O Projeto de Lei 3302/23 permite que os gastos com educação especial e terapias de pessoas com Transtorno do Espectro Autista (TEA) sejam deduzidos do Imposto de Renda da Pessoa Física (IRPF). A proposta está em análise na Câmara dos Deputados.
Pelo texto, a dedução valerá para as despesas com instituições de ensino especializadas no atendimento a pessoas com TEA, bem como para as terapias de fonoaudiologia, psicologia, terapia ocupacional e fisioterapia.
O projeto insere a medida na Lei 9.250/95, que trata da legislação do Imposto de Renda.

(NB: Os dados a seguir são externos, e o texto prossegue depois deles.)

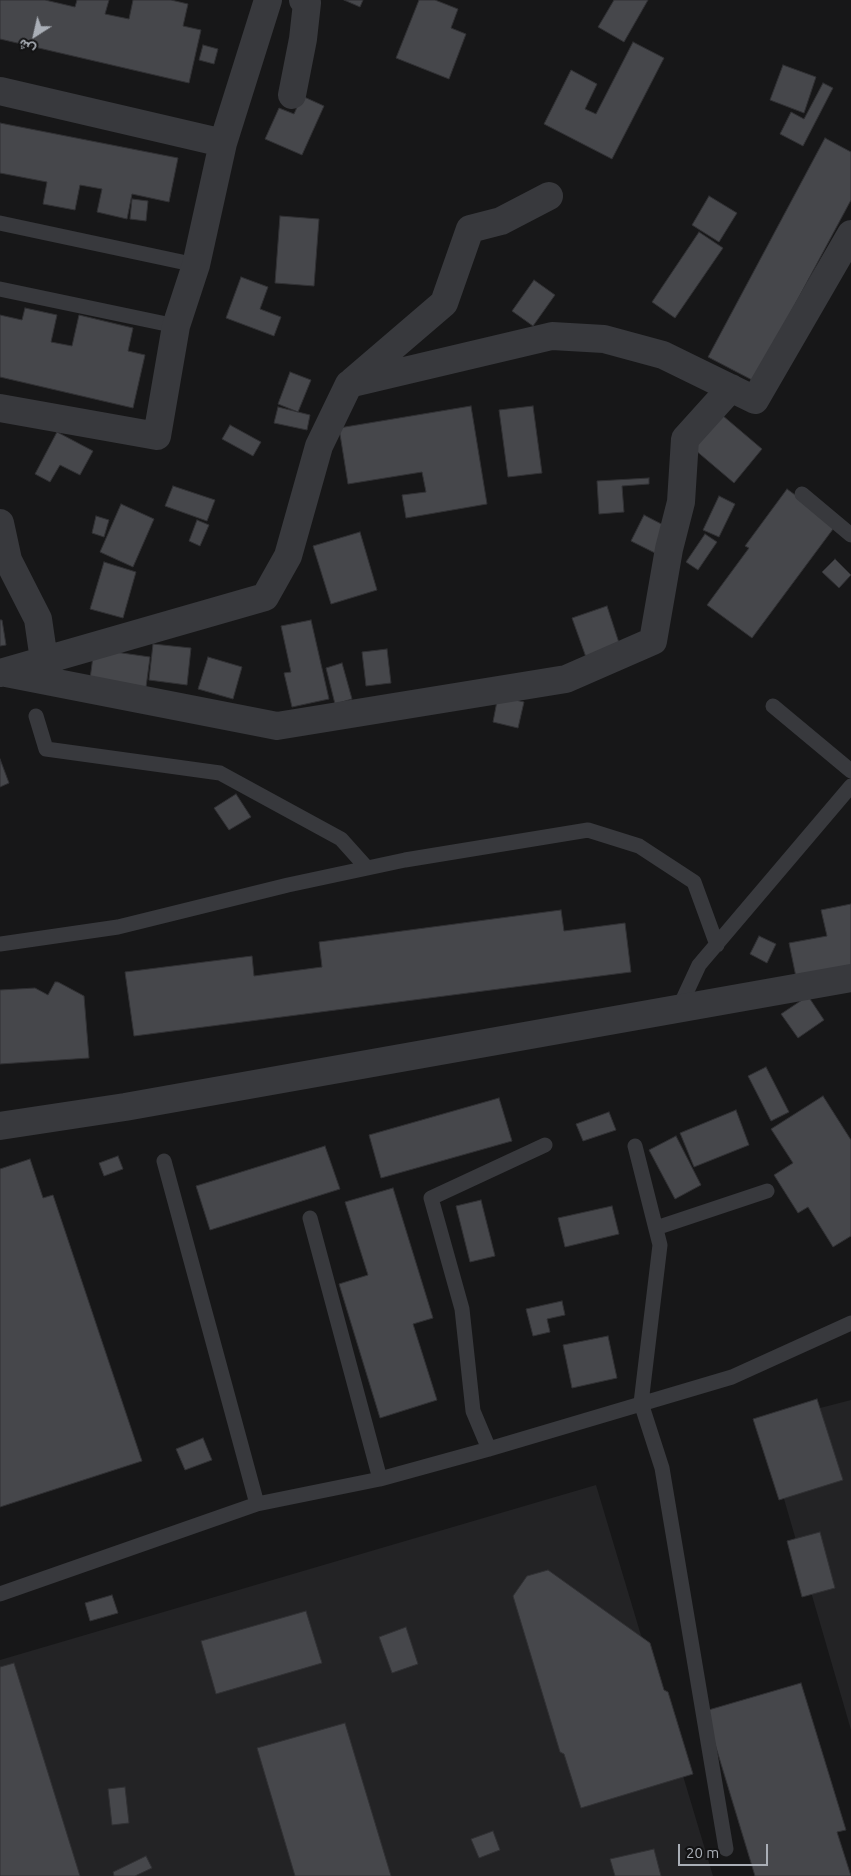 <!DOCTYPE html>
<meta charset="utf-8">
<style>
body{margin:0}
#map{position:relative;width:851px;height:1876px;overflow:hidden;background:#171718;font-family:Ubuntu,Vazirmatn,sans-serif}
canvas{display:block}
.north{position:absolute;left:10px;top:10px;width:50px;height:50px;-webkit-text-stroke:4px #121213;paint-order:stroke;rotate:215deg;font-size:14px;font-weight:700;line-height:20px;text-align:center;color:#aaafb7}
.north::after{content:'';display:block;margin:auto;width:18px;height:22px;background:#aaafb7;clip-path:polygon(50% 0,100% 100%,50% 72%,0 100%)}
.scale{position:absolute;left:678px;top:1844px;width:90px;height:22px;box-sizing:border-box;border:2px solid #aaafb7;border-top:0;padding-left:6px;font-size:15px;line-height:18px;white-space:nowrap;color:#aaafb7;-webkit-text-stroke:4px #121213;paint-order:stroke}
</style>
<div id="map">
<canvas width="851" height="1876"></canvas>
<div class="north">ش</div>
<div class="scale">20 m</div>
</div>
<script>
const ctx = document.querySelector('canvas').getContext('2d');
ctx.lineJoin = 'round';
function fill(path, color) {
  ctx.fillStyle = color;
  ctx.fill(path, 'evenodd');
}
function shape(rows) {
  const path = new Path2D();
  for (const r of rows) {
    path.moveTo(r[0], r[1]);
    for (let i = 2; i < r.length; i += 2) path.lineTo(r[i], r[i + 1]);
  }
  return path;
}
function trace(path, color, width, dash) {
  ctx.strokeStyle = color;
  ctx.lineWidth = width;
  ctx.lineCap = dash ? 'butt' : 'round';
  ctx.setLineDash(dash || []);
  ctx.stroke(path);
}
const built = shape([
 [851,1400,851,1730,762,1423],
 [596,1485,713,1876,11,1876,0,1838,0,1660]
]);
const building = shape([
 [0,0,45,0,75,7,77,0,109,0,105,14,129,19,133,0,171,0,188,4,183,26,201,30,189,83,0,39,0,0],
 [344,0,363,0,360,7,344,0],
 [419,0,435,0,458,9,451,28,466,34,449,79,396,58,419,0],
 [614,0,648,0,624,42,598,27,614,0],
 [633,42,664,58,612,159,544,124,571,70,597,84,585,109,596,114,633,42],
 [203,45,218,49,214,64,199,60,203,45],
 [783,65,816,77,804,113,770,100,783,65],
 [823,83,833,88,803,146,780,134,791,112,804,119,823,83],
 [302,96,324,106,302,155,265,139,279,108,294,114,302,96],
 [0,123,178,158,169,202,132,194,127,219,97,212,102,189,80,185,75,210,43,204,47,182,0,173,0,123],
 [825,138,851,152,851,200,754,381,708,357,825,138],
 [709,196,737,213,719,242,692,225,709,196],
 [132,199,148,201,146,221,130,219,132,199],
 [280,216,319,219,314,286,275,283,280,216],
 [699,232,723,248,675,318,652,302,699,232],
 [241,277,268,287,260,309,281,317,274,336,226,318,241,277],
 [534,280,555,295,533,326,512,311,534,280],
 [25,308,57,315,51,342,72,346,79,315,133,328,128,351,145,355,133,408,0,377,0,315,22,320,25,308],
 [290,372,311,380,298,412,278,404,290,372],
 [471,406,487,504,406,518,402,495,426,492,422,472,348,484,339,428,471,406],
 [533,406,542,473,508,477,499,410,533,406],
 [278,407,310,415,307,430,274,423,278,407],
 [722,415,762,449,734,483,694,449,722,415],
 [230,425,261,442,253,456,222,439,230,425],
 [57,432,93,451,80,475,60,465,50,482,35,474,57,432],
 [649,478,649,484,622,486,624,512,599,514,597,481,649,478],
 [173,486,215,500,207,521,165,506,173,486],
 [787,489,836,525,752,638,707,605,749,548,745,546,787,489],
 [719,496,735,504,719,537,703,530,719,496],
 [121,504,154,519,133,567,100,552,121,504],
 [644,515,671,529,659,555,631,541,644,515],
 [96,516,109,520,104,537,92,533,96,516],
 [197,520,209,525,200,546,189,541,197,520],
 [360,532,377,590,331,604,313,546,360,532],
 [705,534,717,542,698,570,686,562,705,534],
 [835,559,851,575,839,588,822,572,835,559],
 [104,562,136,572,123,618,90,609,104,562],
 [607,606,621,649,587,660,572,618,607,606],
 [0,620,2,620,6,645,0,646,0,620],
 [311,620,329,699,292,707,284,673,291,672,281,626,311,620],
 [153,644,191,648,187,685,149,680,153,644],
 [94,649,150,657,146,687,90,679,94,649],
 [387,649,391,683,366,686,362,652,387,649],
 [208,657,242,667,233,699,198,689,208,657],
 [342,663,352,699,335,704,326,668,342,663],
 [498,696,524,702,518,728,493,722,498,696],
 [0,759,9,783,0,787,0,759],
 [236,794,251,817,229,830,214,808,236,794],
 [851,904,851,966,796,977,789,943,827,936,821,910,851,904],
 [561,910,564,931,625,923,631,972,134,1036,125,972,252,956,254,976,322,967,319,942,561,910],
 [759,936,776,944,767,963,750,954,759,936],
 [55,982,58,982,84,996,89,1058,0,1064,0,990,35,988,48,995,55,982],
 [808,996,824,1020,798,1038,781,1014,808,996],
 [766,1067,789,1112,771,1121,748,1076,766,1067],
 [823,1096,851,1140,851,1236,833,1247,808,1207,798,1213,774,1175,793,1163,771,1129,823,1096],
 [499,1098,512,1141,381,1178,369,1135,499,1098],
 [736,1110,749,1145,694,1167,680,1133,736,1110],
 [609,1112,616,1130,583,1141,576,1124,609,1112],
 [676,1136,701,1185,675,1199,649,1150,676,1136],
 [325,1146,340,1189,210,1230,196,1186,325,1146],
 [118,1156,123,1169,104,1176,99,1163,118,1156],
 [30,1159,43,1198,53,1195,142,1461,0,1507,0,1169,30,1159],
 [393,1188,433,1318,413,1324,437,1400,380,1418,339,1284,368,1275,345,1202,393,1188],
 [481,1200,495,1256,470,1262,456,1206,481,1200],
 [612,1206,619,1234,565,1247,558,1218,612,1206],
 [562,1301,565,1315,547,1319,550,1332,533,1336,526,1309,562,1301],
 [608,1336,617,1378,572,1388,563,1345,608,1336],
 [817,1399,843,1480,779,1500,753,1419,817,1399],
 [203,1438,212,1460,185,1470,176,1449,203,1438],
 [820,1532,835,1588,802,1597,787,1541,820,1532],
 [548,1570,650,1643,664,1690,668,1692,693,1774,581,1808,564,1754,560,1752,513,1596,527,1576,548,1570],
 [112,1595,118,1613,90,1621,85,1603,112,1595],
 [306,1611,322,1663,216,1694,201,1641,306,1611],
 [406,1627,418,1664,392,1673,379,1637,406,1627],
 [14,1663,80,1876,0,1876,0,1667,14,1663],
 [801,1683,846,1830,837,1832,851,1876,755,1876,705,1711,801,1683],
 [345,1723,391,1876,295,1876,257,1748,345,1723],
 [125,1787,129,1823,112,1825,108,1789,125,1787],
 [493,1831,500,1850,479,1858,471,1839,493,1831],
 [654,1849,661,1876,615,1876,610,1859,654,1849],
 [146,1856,152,1868,135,1876,114,1876,113,1872,146,1856]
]);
const service = shape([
 [0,223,196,265],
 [0,289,176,326],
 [802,494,851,535],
 [773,706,851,771],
 [36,716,46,749,220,773,341,839,367,868],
 [0,944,118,927,288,885,405,860,588,830,639,846,694,882,717,945],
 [679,1008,699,965,851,786],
 [635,1146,660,1245,641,1403,662,1468,726,1849],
 [164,1161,257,1504],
 [310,1218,380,1479],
 [656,1228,767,1191],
 [489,1449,473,1411,462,1309,431,1198,545,1145],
 [0,1594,257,1504,380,1479,489,1449,732,1377,851,1323]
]);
const minor = shape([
 [0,91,223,143],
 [292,95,303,39,307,3,303,0],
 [353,381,444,303,470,229,501,221,549,196],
 [0,408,157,436,176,326,196,265,223,143,268,0],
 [0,523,8,560],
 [0,561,8,560,38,619,44,660],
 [0,673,265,597,288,556,319,446,349,384,552,336,604,339,663,355,755,400,851,234],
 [6,673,277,726,566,679,653,641,669,549,681,502,685,439,731,388],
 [0,1126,125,1107,851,978]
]);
fill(built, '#232325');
fill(building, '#46474b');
trace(building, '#313134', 1);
trace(service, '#38393d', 15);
trace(minor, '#38393d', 28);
</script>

Atualmente, essa lei já permite a dedução de despesas com instrução do contribuinte e de seus dependentes, mas não especifica a educação especial nem as terapias para TEA.
Inclusão
O autor da proposta, deputado Marcos Tavares (PSD-RJ), argumenta que o objetivo é facilitar a inclusão de pessoas com TEA na sociedade.
“É notória a dificuldade de inclusão de pessoas com TEA no sistema de ensino regular, sendo muitas vezes necessária a matrícula em instituições de ensino especializadas, que geram um custo elevado para as famílias”, afirma o parlamentar.
Ele também ressalta a importância das terapias para o desenvolvimento das pessoas com autismo. “As terapias são fundamentais para o desenvolvimento de habilidades sociais, de comunicação e comportamentais, permitindo que as pessoas com TEA possam ter uma vida mais autônoma e participativa na sociedade”, conclui Marcos Tavares.
Tramitação
A proposta tramita em caráter conclusivo e será analisada pelas comissões de Defesa dos Direitos das Pessoas com Deficiência; de Finanças e Tributação; e de Constituição e Justiça e de Cidadania.